Entre-temps, le père de famille rampe à l’intérieur de l’écurie du chalet. Le prévenu se dirige vers lui et lui assène un troisième coup de feu, au haut du corps. Le père s'écroule, à nouveau, au sol. L'agriculteur sorensois ressort de l'écurie pour se diriger vers le fils qui tentait, lui aussi, de fuir les lieux en rampant au sol. Il est victime d'un nouveau tir au niveau du haut du corps, lui aussi. Selon le Ministère public, les balles n'ont touché "que les vêtements". Comme il ne dispose plus de munitions et que le blessé est toujours conscient, il le frappe violemment au visage avec la crosse de son arme. Il retourne ensuite dans l'écurie où git le père. Il le frappe aussi au visage "avec une telle violence que l’arme s’est brisée sous le choc", détaille l'acte d'accusation. À cet instant, tant le père que le fils sont inconscients et ne réagissent plus. 

Noyé dans une fosse à purin

Le prévenu serait ensuite sorti de l'écurie et aurait pleuré un court instant, selon ses propres aveux. Ensuite, il reprend ses esprits et récupère, dans son pick-up, un filet à foin qu'il étale sur le sol du chalet. À l'aide d'une lampe de poche qu'il tient dans sa bouche, il y place les deux corps qu'il a traîné au sol un à un. Il y superpose ensuite le couvercle d'une bouche d'égout, puis il précipite le tout dans la fosse à purin remplie d'eau. Avant de la refermer, il aurait vu des bulles remonter à la surface. Les analyses médico-légales confirmeront que le fils était encore vivant à ce moment-là. Il serait donc mort noyé.

Le tueur s’empresse ensuite de nettoyer la scène de crime. Il envoie un message à sa petite amie: "J’arrive dans 15 min." Il dissimule le fourgon aux plaques vaudoises et regagne son domicile, où il nettoie ses vêtements tachés de sang. Il se douche, puis mange avec son amie avant d'aller se coucher vers 21h30. 

Le lendemain, le prévenu vaque à ses occupations traditionnelles sur son domaine agricole, tandis que "ses proches n'ont rien remarqué d'anormal", note l'acte d'accusation du procureur Marc Bugnon.

Inquiets, les membres de la famille des deux victimes s'activent et contactent la police vaudoise. Le prévenu va répéter, tant aux gendarmes vaudois que fribourgeois, que le père et le fils ne se sont pas présentés au rendez-vous. 

Diagnostiqué "normal"

L’homme est finalement interpellé à son domicile durant la soirée le lendemain des faits. Lors du trajet qui l’emmène à Fribourg, il passe aux aveux auprès de la police et détaille où se trouvent les corps. Il est placé en détention provisoire à la prison centrale avant d'être transféré à Bellechasse en juin 2020. 

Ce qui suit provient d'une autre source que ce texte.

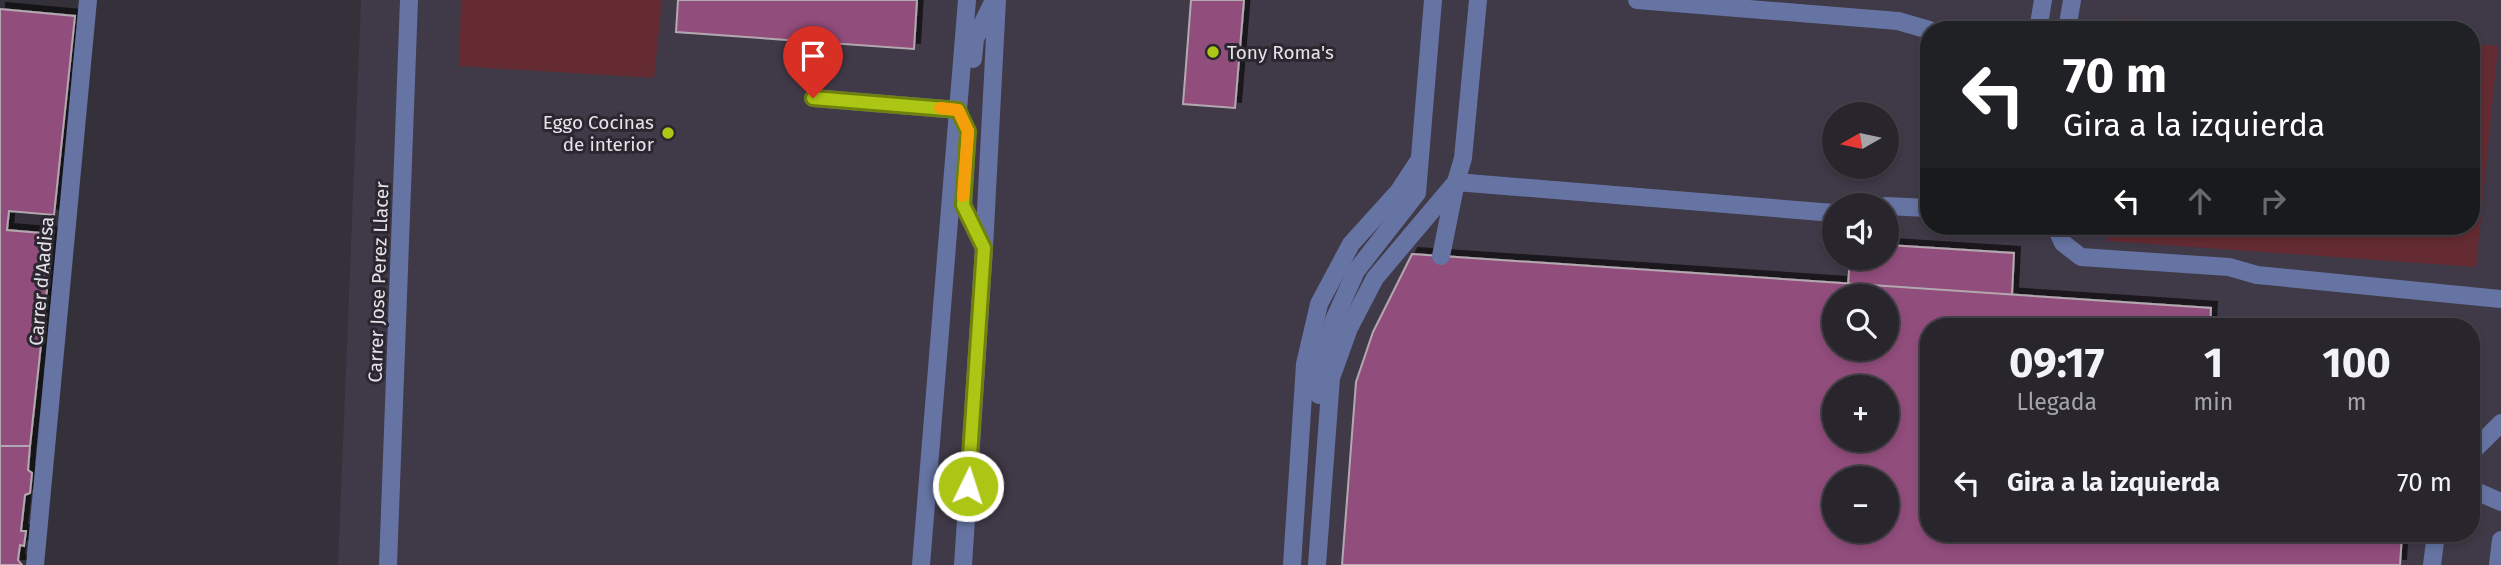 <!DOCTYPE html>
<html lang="es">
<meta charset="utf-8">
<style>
body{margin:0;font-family:"Fira Sans",sans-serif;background:#302d34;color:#f1f3f6;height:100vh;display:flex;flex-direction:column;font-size:26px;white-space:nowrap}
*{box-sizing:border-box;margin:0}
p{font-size:23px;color:#a5a5a9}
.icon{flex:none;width:38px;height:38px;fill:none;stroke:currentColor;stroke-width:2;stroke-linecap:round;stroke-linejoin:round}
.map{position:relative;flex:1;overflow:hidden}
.sheet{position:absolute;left:1920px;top:318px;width:560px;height:224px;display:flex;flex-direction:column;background:#28252c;border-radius:28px;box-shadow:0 4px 10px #0003,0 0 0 2px #444248}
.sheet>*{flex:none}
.hud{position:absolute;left:1920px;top:21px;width:560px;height:214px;border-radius:28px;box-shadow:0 4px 10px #0003,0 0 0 2px #444248;background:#202124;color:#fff;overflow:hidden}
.needle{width:46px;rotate:261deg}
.buttons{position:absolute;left:1822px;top:102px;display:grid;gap:14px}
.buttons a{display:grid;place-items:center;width:77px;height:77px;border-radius:50%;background:#28252c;box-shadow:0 4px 10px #0003,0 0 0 2px #444248;font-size:35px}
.pin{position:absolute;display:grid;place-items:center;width:60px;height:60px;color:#fff;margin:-72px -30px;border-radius:50% 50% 50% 0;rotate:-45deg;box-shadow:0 0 7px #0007}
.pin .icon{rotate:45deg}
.me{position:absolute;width:77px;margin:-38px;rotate:4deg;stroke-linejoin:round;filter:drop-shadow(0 0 5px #0008)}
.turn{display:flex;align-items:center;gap:24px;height:147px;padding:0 28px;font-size:32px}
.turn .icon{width:91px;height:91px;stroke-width:2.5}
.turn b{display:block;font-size:49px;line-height:60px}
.lanes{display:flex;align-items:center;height:66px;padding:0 28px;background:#0003;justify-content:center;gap:35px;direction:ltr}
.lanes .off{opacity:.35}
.eta{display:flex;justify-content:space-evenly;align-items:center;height:119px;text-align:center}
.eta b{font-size:42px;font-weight:700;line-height:49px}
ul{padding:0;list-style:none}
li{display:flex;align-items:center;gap:21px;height:91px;padding:0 28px}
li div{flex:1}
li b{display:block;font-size:26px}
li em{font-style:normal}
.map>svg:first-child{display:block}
.built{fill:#403948;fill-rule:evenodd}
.green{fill:#652b32}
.building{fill:#914d7c;stroke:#b3a8af;stroke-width:2;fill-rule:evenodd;filter:url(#shadow)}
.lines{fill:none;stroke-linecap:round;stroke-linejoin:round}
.minor{stroke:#6574a3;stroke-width:18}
.route-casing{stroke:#6f810d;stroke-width:18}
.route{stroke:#abc614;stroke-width:12}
.slow{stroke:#f59e0b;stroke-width:12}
.poi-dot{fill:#abc614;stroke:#2b2730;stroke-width:2.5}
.labels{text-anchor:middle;stroke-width:6;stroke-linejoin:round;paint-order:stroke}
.poi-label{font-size:19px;fill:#e5e3e9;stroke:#2b2730;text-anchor:start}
.street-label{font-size:19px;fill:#e5e3e9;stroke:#2b2730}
</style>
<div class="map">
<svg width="2501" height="565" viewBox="0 0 2501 565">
<defs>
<filter id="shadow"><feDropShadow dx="6" dy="-6" stdDeviation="0" flood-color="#0009"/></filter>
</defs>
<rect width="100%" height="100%" fill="#35313a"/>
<!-- built -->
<path class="built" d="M361,0H2501V565H338ZM1928,30H2471V226H1928ZM1834,114H1886V166H1834ZM1834,205H1886V257H1834ZM1834,296H1886V348H1834ZM1928,327H2471V534H1928ZM1834,387H1886V439H1834ZM1834,478H1886V530H1834Z"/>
<!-- green -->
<g class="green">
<polygon points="461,0 662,0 654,78 459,66"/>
<polygon points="2123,18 2278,30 2122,30"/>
<polygon points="2471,44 2498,46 2476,267 2108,241 2109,226 2471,226"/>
</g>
<!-- building -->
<g class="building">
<polygon points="678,0 917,0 914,49 676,32"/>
<polygon points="1191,0 1244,0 1235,108 1183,104"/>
<polygon points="0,9 75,16 54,215 9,211 7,230 53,234 30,446 0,446"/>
<polygon points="1888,245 2014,253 2012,295 1848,285 1850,257 1886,257"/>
<path d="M1412,254L2211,308L2210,327H1928V534H2402L2400,565H1342L1356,382L1373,332ZM1834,296H1886V348H1834ZM1834,387H1886V439H1834ZM1834,478H1886V530H1834Z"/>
<polygon points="0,446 30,446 28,470 32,473 30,493 25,495 21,531 26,531 24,546 20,545 18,560 22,565 0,565"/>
</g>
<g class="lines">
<!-- minor -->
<g class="minor">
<polyline points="1637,0 1898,21 1929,30"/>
<polyline points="2038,30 2043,0"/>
<polyline points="2067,30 2072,0"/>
<polyline points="973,59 975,39 994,0"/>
<polyline points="813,98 958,110"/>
<polyline points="967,139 963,205 983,246"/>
<polyline points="1886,206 1928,208"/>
<polyline points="2055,226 2063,243 2081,257 2229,267 2257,275 2501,299"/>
<polyline points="1441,256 1456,182 1834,213"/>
<polyline points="1319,395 1321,362 1334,320 1356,271 1417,193 1433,0"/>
<polyline points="2471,453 2501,423"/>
<polyline points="2471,489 2501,502"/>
<polyline points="35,565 88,0"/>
<polyline points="388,565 409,0"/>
<polyline points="921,565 967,0"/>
<polyline points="963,565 984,248 997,0"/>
<polyline points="1292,565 1305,364 1319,304 1351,244 1399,191 1418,162"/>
<polyline points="1317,565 1331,378 1349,328 1375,278 1456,182 1463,158 1478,0"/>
<polyline points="2432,565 2436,534"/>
<polyline points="2498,565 2501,540"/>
</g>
</g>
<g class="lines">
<!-- route casing -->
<g class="route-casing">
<polyline id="route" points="813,98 958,110 968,131 963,205 984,248 968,486"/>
</g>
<!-- route -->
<use href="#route" class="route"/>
<!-- slow -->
<polyline class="slow" points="940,108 958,110 968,131 963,196"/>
</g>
<!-- markers -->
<g class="poi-dot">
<circle cx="1213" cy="52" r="7"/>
<circle cx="668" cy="133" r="7"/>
</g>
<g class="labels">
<!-- poi labels -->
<g class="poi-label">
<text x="1227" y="59">Tony Roma's</text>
<text x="654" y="129" text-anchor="end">Eggo Cocinas<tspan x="654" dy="22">de interior</tspan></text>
</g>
<!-- street labels -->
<g class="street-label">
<text transform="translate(41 281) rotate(-85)" y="7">Carrer d'Aadisa</text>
<text transform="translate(378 282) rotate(-88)" y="7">Carrer Jose Perez Llacer</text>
</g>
</g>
</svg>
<div class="buttons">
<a><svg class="needle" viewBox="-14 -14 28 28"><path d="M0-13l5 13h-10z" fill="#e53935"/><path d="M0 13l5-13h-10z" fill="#a5a5a9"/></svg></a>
<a><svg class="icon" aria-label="sound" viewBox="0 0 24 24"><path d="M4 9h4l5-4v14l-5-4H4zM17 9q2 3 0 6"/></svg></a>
<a><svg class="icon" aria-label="search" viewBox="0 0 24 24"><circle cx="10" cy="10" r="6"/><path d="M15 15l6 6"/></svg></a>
<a>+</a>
<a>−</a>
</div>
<div class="pin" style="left:813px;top:98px;background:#d93025"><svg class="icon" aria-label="arrive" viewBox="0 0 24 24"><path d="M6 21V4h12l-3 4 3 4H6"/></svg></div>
<svg class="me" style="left:968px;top:486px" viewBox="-20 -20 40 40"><circle r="17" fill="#abc614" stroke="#fff" stroke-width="3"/><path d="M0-11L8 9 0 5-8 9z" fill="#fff"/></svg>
<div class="hud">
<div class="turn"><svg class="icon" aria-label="left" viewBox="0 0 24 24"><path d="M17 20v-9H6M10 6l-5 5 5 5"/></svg><div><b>70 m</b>Gira a la izquierda</div></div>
<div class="lanes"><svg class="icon" aria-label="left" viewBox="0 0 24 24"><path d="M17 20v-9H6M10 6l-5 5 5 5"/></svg><svg class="icon off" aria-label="ahead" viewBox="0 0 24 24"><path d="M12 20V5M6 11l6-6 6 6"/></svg><svg class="icon off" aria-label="right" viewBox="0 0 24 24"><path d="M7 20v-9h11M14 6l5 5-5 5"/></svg></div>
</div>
<section class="sheet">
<div class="eta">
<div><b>09:17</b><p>Llegada</p></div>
<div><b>1</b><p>min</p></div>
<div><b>100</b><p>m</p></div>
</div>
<ul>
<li><svg class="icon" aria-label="left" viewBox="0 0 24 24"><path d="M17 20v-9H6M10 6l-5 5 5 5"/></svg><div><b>Gira a la izquierda</b></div><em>70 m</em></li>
</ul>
</section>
</div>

L'acte d'accusation décrit le prévenu comme une personne totalement responsable de ses actes. L'expertise psychiatrique n'a pas décelé de pathologie. Ainsi, "il possédait pleinement la faculté de percevoir le caractère illicite de ses actes." Le Ministère public plaidera donc l'assassinat sans préconiser des mesures thérapeutiques. S’il est reconnu coupable de ce chef d'accusation, le Sorensois encourt une peine allant entre dix ans et la prison à vie. 

Selon l'acte d'accusation, il avait bien préparé son coup, ce dernier indiquant que si la rencontre se passait mal, il songeait à "éliminer et planquer" le père et son fils.